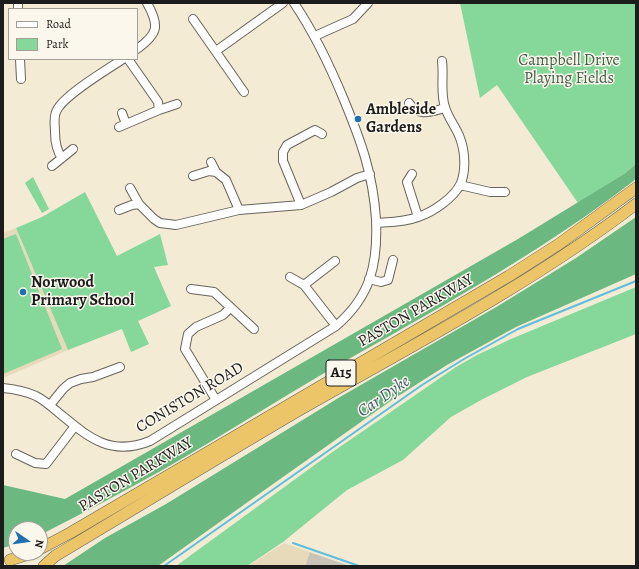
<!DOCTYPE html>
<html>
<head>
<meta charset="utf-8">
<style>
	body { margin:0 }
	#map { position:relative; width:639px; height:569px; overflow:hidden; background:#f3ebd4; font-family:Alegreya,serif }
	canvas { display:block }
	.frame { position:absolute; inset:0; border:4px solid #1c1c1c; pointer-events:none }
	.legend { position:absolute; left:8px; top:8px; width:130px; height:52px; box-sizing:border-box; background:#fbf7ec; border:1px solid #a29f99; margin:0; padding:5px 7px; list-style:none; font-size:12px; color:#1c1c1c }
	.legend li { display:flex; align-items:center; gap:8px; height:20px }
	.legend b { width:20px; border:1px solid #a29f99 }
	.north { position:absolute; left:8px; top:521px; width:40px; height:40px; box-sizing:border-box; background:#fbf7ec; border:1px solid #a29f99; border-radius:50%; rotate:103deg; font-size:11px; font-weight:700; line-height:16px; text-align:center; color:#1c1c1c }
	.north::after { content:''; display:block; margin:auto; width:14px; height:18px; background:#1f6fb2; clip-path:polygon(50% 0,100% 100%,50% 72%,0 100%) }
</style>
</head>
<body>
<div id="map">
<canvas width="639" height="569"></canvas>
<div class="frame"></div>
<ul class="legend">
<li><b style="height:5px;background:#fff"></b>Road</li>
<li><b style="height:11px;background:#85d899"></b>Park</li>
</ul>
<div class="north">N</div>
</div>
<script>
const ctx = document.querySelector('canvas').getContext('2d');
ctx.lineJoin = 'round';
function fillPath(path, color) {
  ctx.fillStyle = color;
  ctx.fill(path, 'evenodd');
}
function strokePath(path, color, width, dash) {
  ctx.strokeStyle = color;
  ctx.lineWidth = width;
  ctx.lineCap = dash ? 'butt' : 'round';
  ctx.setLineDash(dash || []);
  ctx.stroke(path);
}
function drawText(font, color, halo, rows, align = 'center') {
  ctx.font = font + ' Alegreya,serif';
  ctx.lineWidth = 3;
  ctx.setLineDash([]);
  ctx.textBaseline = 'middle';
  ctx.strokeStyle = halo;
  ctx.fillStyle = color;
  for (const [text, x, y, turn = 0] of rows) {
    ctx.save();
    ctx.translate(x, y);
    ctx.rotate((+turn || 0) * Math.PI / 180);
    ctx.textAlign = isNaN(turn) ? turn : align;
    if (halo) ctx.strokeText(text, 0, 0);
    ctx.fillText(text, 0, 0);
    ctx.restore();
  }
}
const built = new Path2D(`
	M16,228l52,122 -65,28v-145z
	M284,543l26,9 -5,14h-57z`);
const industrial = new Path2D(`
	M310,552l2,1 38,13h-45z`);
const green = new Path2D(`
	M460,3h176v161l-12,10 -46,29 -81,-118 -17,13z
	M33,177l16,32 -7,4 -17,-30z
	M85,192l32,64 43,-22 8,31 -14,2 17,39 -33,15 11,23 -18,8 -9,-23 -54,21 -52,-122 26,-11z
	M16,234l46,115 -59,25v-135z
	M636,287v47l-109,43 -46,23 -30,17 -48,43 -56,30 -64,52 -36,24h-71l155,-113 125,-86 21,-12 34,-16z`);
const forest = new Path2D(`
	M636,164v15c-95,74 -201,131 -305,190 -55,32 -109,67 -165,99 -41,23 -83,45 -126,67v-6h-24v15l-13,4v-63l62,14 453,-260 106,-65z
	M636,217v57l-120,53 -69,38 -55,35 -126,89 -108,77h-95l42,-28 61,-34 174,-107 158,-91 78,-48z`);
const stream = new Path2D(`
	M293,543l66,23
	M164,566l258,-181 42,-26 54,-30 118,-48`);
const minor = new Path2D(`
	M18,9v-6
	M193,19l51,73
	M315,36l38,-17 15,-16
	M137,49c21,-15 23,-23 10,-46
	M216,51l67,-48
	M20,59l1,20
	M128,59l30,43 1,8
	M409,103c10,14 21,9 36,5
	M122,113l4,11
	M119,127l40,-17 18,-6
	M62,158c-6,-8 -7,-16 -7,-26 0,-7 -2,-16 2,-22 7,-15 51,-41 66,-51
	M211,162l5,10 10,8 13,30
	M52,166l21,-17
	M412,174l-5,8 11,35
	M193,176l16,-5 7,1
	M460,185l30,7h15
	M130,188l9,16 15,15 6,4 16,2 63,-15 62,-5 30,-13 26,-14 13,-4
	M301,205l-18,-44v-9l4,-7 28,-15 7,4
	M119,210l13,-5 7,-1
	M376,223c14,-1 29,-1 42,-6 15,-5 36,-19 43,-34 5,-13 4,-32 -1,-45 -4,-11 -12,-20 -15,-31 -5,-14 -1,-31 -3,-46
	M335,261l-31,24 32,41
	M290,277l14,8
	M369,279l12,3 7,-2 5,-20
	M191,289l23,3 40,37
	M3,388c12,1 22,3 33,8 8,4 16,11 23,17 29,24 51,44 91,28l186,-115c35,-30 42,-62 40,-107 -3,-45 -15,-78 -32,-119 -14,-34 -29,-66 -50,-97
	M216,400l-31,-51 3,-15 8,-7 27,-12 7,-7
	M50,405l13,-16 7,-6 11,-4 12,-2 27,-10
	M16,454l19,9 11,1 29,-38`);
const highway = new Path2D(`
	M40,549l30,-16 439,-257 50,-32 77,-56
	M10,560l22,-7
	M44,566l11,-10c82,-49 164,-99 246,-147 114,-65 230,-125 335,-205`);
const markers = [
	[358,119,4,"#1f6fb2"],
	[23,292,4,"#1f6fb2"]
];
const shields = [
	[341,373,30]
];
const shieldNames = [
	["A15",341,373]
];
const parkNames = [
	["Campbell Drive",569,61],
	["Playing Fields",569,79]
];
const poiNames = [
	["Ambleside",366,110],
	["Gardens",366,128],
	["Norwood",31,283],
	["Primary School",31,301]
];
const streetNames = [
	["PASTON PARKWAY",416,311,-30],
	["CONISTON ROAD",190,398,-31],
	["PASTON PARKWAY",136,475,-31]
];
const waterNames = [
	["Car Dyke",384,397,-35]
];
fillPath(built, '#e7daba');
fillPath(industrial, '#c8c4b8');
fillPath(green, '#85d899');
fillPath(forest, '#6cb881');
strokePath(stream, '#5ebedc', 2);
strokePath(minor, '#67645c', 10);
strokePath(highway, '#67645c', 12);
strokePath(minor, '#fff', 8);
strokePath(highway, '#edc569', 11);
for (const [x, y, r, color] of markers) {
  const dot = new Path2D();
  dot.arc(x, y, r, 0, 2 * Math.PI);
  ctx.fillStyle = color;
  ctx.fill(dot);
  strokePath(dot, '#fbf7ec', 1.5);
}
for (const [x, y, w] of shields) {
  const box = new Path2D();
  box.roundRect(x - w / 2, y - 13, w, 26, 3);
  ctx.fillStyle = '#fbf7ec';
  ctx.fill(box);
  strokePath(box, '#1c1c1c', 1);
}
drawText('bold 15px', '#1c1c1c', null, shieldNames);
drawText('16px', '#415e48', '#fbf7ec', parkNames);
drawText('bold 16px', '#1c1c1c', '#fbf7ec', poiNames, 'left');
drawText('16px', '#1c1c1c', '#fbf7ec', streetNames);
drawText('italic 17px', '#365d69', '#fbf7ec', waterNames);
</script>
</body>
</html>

...

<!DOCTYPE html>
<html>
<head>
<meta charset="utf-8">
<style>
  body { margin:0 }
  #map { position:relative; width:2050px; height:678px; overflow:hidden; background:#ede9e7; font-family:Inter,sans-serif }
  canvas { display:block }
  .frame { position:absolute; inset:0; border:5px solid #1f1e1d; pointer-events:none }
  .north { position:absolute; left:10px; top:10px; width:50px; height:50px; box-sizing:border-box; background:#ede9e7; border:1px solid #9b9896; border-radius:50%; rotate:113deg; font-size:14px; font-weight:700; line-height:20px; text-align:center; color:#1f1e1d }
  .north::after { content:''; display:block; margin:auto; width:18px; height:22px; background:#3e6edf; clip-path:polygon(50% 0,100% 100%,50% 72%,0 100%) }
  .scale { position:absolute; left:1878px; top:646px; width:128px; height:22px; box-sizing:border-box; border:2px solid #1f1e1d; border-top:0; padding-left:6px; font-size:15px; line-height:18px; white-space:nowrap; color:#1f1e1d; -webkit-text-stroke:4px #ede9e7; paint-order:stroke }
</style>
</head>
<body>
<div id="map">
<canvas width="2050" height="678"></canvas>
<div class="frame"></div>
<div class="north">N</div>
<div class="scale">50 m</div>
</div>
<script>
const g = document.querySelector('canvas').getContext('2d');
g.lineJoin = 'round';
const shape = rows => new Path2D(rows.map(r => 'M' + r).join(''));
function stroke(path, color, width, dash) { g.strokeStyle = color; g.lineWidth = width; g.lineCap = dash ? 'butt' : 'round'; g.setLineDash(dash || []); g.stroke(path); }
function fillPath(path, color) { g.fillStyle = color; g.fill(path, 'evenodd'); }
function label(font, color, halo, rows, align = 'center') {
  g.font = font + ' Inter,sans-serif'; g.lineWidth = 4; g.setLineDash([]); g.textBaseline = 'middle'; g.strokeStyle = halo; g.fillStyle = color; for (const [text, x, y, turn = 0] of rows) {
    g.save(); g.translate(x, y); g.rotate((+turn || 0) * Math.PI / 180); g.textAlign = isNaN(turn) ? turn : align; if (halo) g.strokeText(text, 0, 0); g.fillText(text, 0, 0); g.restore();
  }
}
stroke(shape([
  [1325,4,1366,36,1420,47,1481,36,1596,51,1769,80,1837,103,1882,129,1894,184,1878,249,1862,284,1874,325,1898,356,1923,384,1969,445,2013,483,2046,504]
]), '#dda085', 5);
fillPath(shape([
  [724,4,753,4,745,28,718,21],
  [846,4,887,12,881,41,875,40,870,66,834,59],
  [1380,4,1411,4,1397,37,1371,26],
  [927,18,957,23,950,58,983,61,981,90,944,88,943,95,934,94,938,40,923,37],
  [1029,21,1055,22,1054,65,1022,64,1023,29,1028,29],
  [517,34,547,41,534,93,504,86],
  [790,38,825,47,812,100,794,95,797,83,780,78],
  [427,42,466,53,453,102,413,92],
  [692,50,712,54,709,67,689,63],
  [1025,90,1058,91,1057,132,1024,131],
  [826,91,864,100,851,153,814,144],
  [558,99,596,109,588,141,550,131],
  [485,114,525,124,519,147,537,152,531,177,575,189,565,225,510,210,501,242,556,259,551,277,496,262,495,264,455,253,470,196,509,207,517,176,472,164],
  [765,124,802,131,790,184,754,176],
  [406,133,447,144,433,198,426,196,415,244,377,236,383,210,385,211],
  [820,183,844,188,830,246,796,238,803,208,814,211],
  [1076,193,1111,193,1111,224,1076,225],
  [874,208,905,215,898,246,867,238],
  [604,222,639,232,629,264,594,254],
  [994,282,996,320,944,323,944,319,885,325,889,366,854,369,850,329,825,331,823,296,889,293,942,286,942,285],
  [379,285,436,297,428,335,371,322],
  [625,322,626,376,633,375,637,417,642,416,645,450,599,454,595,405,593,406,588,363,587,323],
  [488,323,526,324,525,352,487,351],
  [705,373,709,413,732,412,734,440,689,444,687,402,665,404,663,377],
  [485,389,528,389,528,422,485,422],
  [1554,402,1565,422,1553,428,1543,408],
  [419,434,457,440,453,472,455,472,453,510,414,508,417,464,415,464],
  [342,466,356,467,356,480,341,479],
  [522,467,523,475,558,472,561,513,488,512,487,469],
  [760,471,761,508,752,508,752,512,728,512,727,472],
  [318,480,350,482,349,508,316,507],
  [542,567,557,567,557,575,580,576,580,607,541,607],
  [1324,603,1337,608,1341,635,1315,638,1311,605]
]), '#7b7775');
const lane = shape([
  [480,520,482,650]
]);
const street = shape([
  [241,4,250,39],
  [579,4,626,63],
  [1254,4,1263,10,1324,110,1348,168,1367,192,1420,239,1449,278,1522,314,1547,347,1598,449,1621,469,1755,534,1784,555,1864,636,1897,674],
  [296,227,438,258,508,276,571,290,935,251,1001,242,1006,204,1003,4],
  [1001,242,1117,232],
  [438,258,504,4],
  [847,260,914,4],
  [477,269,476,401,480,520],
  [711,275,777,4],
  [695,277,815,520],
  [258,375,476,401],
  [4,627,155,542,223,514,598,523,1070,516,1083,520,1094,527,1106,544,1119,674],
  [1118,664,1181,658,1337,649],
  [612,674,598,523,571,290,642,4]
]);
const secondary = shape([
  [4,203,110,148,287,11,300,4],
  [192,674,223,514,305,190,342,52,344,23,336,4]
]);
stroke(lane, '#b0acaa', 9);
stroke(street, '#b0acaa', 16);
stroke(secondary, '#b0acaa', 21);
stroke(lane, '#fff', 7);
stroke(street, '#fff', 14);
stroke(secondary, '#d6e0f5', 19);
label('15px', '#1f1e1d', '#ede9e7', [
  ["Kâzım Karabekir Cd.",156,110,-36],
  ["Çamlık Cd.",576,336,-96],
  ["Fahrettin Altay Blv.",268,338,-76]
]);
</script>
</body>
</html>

_Work order:_ Your job is to return all lines above that hold the word "document".

_Output below:_
const ctx = document.querySelector('canvas').getContext('2d');
const g = document.querySelector('canvas').getContext('2d');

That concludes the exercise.